A visually prominent element — typically a button or link — that directs users toward a specific desired action, such as signing up, purchasing, or learning more. Effective CTAs use clear, action-oriented language, are positioned where user intent is already high, and are visually distinct from surrounding elements.
Common contexts
- Rewriting a 'Submit' button as 'Start Free Trial' to reduce anxiety before a sign-up form
- Repositioning a CTA below a pricing comparison table where user intent peaks
- Testing whether a ghost button versus a filled button on a secondary action affects primary CTA clicks
Use when
Place a CTA where the user has just consumed enough information to feel confident taking the next step — not where it is most visible on the page. A CTA shown before the user has the context to act on it generates anxiety, not clicks.
Avoid when
Avoid stacking multiple competing CTAs on the same screen — every additional option you present reduces the likelihood the user takes any of them. If you find yourself adding 'or you could also...' language around a CTA, that's a signal you need to decide on a primary action, not add another button.

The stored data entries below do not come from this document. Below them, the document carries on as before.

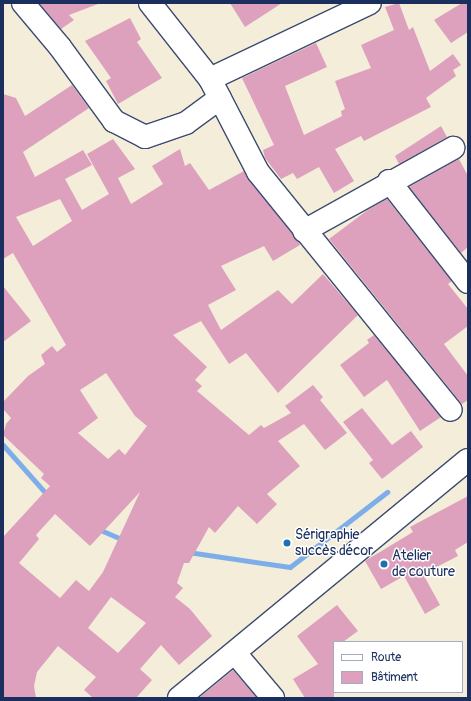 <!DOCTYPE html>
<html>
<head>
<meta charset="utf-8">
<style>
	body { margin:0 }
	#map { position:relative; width:471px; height:701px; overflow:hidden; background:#f4edda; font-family:Pangolin,sans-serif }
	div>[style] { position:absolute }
	.stream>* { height:5px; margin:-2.5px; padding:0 2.5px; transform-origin:2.5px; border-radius:2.5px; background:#7eaee9 }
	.building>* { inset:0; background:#dda1be }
	.roads { filter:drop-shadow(1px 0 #3c4c71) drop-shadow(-1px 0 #3c4c71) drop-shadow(0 1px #3c4c71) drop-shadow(0 -1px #3c4c71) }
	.minor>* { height:22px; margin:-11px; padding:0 11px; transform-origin:11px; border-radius:11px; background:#fff }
	.dots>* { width:11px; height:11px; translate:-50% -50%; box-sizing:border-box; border:2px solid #fff; border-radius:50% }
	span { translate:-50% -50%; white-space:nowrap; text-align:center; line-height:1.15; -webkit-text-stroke:3px #fff; paint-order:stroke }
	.poi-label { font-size:14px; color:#1b2f5e }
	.left { translate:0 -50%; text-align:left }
	.frame { position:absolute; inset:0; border:4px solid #1b2f5e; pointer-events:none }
	.legend { position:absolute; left:333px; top:641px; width:130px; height:52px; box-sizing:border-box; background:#fff; border:1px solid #a4acbf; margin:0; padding:5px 7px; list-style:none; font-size:12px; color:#1b2f5e }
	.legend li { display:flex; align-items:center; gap:8px; height:20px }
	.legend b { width:20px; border:1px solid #a4acbf }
</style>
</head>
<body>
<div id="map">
	<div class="stream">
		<i style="left:3px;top:445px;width:69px;rotate:48.5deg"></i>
		<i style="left:98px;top:529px;width:28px;rotate:23deg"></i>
		<i style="left:188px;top:552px;width:103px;rotate:8.4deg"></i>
		<i style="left:290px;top:567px;width:123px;rotate:-37.7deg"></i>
	</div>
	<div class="building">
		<i style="clip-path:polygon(39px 3px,97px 3px,98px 4px,69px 15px,74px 20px,61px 29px)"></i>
		<i style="clip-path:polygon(230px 3px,282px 3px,245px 27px)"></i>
		<i style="clip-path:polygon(399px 3px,409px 30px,413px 27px,430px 71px,453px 54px,461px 65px,453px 70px,456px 76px,426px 98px,431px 107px,364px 141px,361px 136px,335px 149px,354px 181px,334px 193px,319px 167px,297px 179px,293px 173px,281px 179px,265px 158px,263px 150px,274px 145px,242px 78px,316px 43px,327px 67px,285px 86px,304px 135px,342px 116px,341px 111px,345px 109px,335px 81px,371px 68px,361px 45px,394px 30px,385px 7px)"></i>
		<i style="clip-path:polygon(462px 3px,468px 3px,468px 32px,451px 43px,434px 20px)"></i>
		<i style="clip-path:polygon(130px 18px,141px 39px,137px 42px,162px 78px,118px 104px,106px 81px,111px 78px,85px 41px)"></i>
		<i style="clip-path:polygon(evenodd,72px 85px,89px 108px,23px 152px,35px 177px,83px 150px,92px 165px,65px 179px,82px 210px,109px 194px,87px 154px,113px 139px,135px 169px,118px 178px,131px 204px,163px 184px,152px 166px,180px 149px,185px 166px,190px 163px,209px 190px,244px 171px,299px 242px,300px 245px,273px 261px,264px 246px,221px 266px,236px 290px,208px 305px,221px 330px,278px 290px,292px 304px,323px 274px,358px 315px,278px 393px,246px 353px,229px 364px,201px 321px,173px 335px,207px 367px,195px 380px,202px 386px,197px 391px,249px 435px,261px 425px,264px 428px,291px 413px,285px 406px,313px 385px,323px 397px,320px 400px,347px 433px,325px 450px,304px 424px,278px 441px,300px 466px,267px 494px,277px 504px,257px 524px,238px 506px,215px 533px,209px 527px,189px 563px,184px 563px,177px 583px,183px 588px,175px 597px,190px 609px,212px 636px,179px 665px,161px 645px,140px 669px,152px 680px,136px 698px,93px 698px,84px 690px,96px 677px,58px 646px,37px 672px,34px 686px,36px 698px,3px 698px,3px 537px,50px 486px,41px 478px,44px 474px,3px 435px,6px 424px,11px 418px,3px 409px,3px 402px,28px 376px,45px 364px,41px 355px,52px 346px,57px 352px,66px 345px,13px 253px,3px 259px,3px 94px,16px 98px,25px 116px,72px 85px,60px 199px,72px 221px,33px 246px,16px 217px,60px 199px,72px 85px,106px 373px,135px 416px,147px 426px,125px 455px,119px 449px,108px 459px,78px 433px,98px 418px,80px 390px,106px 373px,72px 85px,140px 492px,103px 572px,89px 591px,76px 580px,60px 598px,19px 563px,39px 539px,36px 535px,55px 514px,90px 546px,140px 492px,72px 85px,111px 597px,146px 623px,118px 653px,88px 628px,111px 597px)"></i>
		<i style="clip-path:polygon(441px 126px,447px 137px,399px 164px,395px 156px)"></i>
		<i style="clip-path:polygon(459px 159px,468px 176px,468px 247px,461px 253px,409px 187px)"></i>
		<i style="clip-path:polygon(387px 199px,452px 281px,448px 284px,468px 309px,468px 326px,444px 344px,468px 376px,468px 400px,462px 404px,329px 239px,369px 209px)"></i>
		<i style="clip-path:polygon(3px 286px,31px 321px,3px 342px)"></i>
		<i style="clip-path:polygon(374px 335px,441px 417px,420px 431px,387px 380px,364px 397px,340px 365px,369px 343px,367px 340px)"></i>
		<i style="clip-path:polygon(362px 408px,392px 445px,411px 431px,423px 447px,382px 479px,369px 463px,373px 460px,343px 422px)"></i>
		<i style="clip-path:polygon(468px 496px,468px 542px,455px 550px,458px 556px,423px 574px,440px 605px,425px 614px,404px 576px,381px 589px,365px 561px,413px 532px,410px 527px)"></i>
		<i style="clip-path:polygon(337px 605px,358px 631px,343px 642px,334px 642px,334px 698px,305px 698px,293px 679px,318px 664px,297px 636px)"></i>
		<i style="clip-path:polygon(233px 670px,257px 698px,199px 698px)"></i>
	</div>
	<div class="roads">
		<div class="minor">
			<i style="left:23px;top:3px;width:57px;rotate:49.9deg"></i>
			<i style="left:60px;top:47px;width:92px;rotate:53.9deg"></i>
			<i style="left:114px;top:121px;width:35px;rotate:27deg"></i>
			<i style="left:145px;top:137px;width:43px;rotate:-18.9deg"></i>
			<i style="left:186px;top:123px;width:42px;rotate:-36.3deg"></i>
			<i style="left:150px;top:3px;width:97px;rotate:51.7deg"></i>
			<i style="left:210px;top:79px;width:105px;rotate:62.7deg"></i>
			<i style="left:258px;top:172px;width:306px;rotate:51deg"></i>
			<i style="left:210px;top:79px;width:177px;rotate:-25.4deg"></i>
			<i style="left:389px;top:181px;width:128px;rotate:52deg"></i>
			<i style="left:304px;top:231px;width:171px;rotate:-29.1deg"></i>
			<i style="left:235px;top:653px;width:59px;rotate:49.8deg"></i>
			<i style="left:179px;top:698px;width:374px;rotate:-39.5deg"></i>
		</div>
	</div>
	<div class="dots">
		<i style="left:287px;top:543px;background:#1f6fb2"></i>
		<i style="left:384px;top:564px;background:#1f6fb2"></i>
	</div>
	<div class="poi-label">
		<span class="left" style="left:295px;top:543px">Sérigraphie<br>succès décor</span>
		<span class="left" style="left:392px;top:564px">Atelier<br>de couture</span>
	</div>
	<div class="frame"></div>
	<ul class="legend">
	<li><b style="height:5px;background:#fff"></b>Route</li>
	<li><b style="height:11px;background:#dda1be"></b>Bâtiment</li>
	</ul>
</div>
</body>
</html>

The label on a CTA should complete the sentence 'I want to...' from the user's perspective — not from the business's perspective. 'Get Started' is what the company wants; 'Build My First Report' is what the user wants.
Real-world examples
- Spotify's homepage uses a high-contrast green 'Get Spotify Free' button as its primary CTA, with a lower-emphasis secondary link for premium, directing most users to the free funnel.
- Airbnb's hero section features a single search CTA—'Start your search'—keeping the entry point focused and reducing decision paralysis.